__What is being asked__. Would you copy every line of the listing below that includes the word "style"?

__Data under study__.
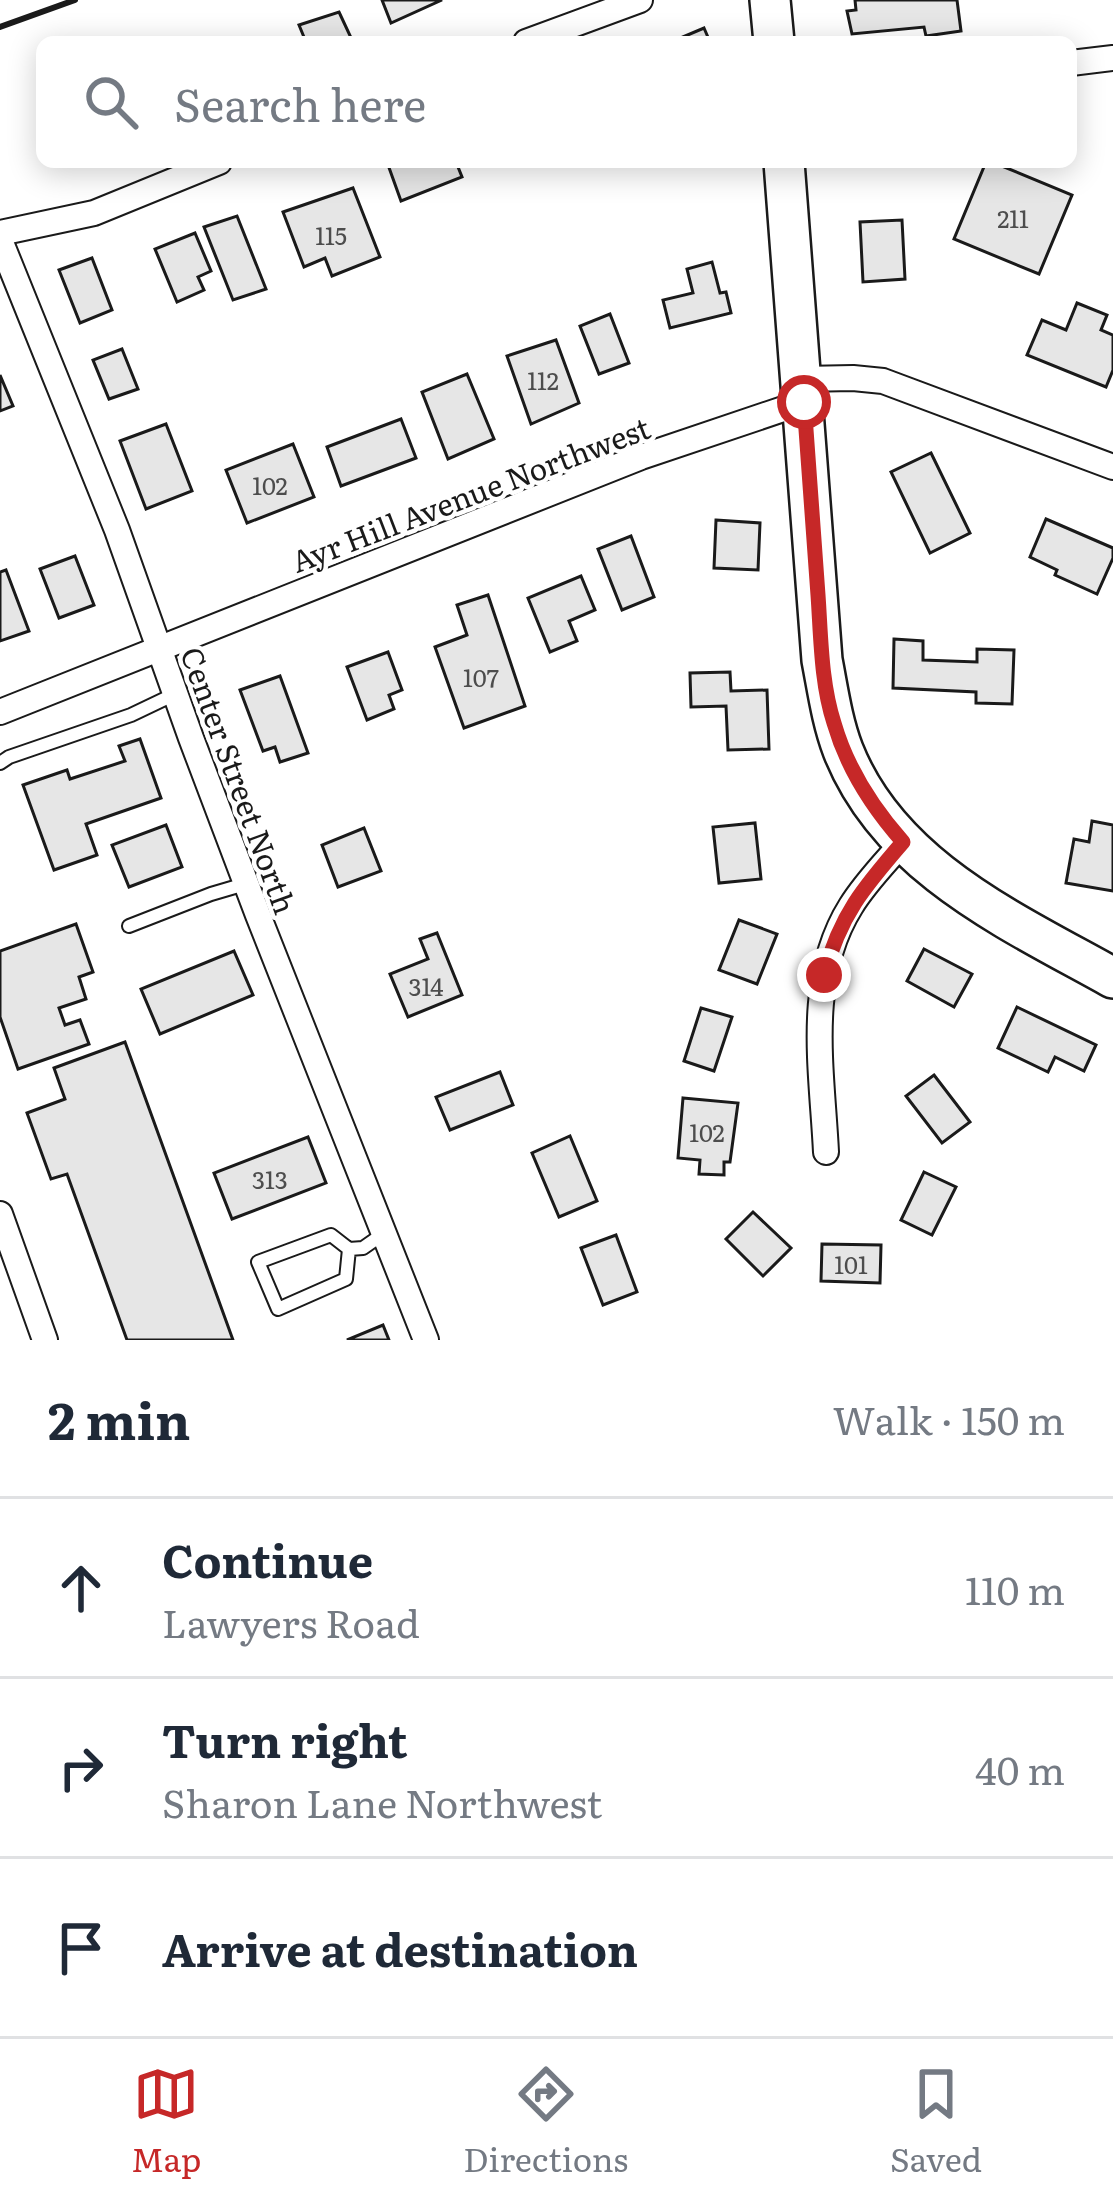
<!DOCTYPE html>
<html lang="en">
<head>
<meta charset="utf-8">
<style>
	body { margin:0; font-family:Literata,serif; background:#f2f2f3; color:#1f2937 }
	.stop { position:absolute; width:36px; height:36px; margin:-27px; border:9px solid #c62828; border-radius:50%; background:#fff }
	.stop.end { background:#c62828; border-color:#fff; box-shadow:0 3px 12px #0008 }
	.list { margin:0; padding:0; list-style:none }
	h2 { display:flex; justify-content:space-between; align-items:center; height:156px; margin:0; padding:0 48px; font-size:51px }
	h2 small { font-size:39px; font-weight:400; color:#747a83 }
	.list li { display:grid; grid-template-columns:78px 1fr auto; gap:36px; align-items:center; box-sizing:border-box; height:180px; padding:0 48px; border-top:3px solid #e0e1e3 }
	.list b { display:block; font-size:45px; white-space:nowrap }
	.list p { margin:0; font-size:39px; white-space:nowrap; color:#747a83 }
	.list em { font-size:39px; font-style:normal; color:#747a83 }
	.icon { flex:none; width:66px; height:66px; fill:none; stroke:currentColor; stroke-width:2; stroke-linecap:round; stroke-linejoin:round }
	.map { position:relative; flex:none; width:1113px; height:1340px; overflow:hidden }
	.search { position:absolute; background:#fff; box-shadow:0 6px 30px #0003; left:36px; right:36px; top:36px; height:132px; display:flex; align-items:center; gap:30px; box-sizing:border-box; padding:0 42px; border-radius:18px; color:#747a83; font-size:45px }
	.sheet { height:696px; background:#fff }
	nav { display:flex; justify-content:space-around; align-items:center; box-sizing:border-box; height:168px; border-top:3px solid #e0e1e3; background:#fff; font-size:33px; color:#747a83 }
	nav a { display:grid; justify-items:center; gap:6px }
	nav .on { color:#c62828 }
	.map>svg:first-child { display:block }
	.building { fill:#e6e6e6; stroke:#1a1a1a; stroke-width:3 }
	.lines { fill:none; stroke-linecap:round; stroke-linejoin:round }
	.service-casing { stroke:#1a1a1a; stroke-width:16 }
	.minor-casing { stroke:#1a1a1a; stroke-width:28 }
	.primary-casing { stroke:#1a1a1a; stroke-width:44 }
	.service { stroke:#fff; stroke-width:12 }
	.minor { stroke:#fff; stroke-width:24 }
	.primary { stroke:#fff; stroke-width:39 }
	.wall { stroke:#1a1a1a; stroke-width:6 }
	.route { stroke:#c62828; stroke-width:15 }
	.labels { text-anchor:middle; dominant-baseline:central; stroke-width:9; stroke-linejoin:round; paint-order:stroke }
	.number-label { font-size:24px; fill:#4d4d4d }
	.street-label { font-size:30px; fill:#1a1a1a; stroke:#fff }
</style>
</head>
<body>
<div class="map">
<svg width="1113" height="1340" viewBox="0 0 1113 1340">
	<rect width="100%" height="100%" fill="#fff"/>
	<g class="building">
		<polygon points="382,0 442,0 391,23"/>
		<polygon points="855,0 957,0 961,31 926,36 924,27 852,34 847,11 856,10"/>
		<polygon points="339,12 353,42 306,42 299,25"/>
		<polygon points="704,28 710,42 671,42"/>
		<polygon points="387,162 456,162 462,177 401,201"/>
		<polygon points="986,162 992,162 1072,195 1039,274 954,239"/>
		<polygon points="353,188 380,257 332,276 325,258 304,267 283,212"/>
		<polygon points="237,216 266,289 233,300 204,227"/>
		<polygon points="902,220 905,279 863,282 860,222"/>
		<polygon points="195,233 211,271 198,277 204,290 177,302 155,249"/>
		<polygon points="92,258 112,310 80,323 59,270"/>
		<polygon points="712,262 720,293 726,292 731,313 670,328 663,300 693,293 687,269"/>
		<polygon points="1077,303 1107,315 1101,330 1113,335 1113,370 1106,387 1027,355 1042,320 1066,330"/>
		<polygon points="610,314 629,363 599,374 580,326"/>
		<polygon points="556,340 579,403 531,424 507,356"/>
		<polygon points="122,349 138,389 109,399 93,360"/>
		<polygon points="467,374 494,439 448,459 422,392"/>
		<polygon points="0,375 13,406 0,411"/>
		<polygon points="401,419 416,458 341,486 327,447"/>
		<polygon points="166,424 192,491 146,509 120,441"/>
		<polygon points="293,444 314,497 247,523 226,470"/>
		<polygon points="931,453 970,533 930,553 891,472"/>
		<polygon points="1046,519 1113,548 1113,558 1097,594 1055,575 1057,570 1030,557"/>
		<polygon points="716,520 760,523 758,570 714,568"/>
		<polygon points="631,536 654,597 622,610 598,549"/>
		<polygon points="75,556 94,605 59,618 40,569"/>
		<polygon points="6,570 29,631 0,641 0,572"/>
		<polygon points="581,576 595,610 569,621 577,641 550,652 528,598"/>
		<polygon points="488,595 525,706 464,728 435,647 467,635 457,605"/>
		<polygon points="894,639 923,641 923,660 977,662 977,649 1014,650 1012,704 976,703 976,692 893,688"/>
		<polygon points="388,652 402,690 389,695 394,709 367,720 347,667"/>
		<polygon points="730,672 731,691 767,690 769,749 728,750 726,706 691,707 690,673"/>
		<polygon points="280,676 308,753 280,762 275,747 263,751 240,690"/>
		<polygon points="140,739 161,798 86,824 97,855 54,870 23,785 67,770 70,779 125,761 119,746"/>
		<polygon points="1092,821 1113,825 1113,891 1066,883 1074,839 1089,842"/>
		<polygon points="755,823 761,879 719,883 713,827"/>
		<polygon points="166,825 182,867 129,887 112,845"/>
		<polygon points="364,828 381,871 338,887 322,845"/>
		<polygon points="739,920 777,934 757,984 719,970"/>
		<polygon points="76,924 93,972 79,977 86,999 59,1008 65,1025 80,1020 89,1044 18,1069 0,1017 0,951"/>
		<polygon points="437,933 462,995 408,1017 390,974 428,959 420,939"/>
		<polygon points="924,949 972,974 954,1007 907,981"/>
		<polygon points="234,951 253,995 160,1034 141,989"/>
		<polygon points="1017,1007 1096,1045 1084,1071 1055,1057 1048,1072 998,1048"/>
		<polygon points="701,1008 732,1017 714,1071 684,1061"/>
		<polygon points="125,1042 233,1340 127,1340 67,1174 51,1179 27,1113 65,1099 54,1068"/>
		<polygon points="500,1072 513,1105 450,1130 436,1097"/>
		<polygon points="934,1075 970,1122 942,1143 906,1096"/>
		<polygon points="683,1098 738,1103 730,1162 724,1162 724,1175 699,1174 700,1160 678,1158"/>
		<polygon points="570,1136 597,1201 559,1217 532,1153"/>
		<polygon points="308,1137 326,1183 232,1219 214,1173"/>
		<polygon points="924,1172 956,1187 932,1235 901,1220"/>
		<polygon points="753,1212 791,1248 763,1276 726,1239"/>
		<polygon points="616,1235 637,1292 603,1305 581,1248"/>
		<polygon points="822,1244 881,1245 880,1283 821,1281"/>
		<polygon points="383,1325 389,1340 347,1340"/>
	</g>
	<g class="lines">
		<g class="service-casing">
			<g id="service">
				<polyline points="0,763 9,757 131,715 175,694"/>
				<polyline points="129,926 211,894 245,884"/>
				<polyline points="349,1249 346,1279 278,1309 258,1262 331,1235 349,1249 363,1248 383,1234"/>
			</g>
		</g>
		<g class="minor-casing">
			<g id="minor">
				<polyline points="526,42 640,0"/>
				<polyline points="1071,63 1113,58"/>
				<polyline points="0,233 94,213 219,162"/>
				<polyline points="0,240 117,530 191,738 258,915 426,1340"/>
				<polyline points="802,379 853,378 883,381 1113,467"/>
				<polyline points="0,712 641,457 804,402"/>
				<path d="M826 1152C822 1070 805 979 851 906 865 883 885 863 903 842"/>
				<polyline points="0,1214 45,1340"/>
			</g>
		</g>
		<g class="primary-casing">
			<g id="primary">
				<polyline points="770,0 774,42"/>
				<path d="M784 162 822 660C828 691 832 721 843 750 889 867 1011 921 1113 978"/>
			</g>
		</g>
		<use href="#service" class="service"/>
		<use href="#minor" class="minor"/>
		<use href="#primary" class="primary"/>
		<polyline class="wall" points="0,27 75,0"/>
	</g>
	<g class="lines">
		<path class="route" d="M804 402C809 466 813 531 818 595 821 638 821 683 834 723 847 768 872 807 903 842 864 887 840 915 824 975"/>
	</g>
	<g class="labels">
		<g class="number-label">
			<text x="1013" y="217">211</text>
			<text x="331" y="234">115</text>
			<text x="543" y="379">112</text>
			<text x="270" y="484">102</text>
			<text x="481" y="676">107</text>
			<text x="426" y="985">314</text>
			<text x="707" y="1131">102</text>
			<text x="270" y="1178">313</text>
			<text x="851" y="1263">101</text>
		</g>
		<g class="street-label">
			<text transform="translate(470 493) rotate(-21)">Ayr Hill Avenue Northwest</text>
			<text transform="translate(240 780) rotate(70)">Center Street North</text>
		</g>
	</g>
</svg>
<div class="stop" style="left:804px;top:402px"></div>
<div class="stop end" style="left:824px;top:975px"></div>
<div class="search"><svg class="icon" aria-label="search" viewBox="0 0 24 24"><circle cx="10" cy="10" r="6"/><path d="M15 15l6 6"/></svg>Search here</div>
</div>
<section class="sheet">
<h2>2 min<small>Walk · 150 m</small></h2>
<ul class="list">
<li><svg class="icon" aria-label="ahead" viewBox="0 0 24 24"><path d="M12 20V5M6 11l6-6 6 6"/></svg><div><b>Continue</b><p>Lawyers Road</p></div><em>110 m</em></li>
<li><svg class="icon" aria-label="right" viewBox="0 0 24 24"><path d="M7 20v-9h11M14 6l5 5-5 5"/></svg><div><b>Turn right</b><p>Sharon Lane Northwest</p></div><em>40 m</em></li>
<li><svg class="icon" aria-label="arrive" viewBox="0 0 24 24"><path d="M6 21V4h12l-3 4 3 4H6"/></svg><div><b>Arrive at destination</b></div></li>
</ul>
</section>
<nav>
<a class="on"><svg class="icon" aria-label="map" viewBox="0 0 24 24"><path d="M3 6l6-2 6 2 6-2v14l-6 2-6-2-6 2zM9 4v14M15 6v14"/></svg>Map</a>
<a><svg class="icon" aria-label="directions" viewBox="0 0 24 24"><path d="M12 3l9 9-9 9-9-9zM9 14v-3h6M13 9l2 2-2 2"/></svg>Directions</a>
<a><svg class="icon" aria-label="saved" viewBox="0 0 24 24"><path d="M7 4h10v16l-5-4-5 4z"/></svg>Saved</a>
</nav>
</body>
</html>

__Answer box__.
<style>
	.list { margin:0; padding:0; list-style:none }
	.list em { font-size:39px; font-style:normal; color:#747a83 }
</style>
<div class="stop" style="left:804px;top:402px"></div>
<div class="stop end" style="left:824px;top:975px"></div>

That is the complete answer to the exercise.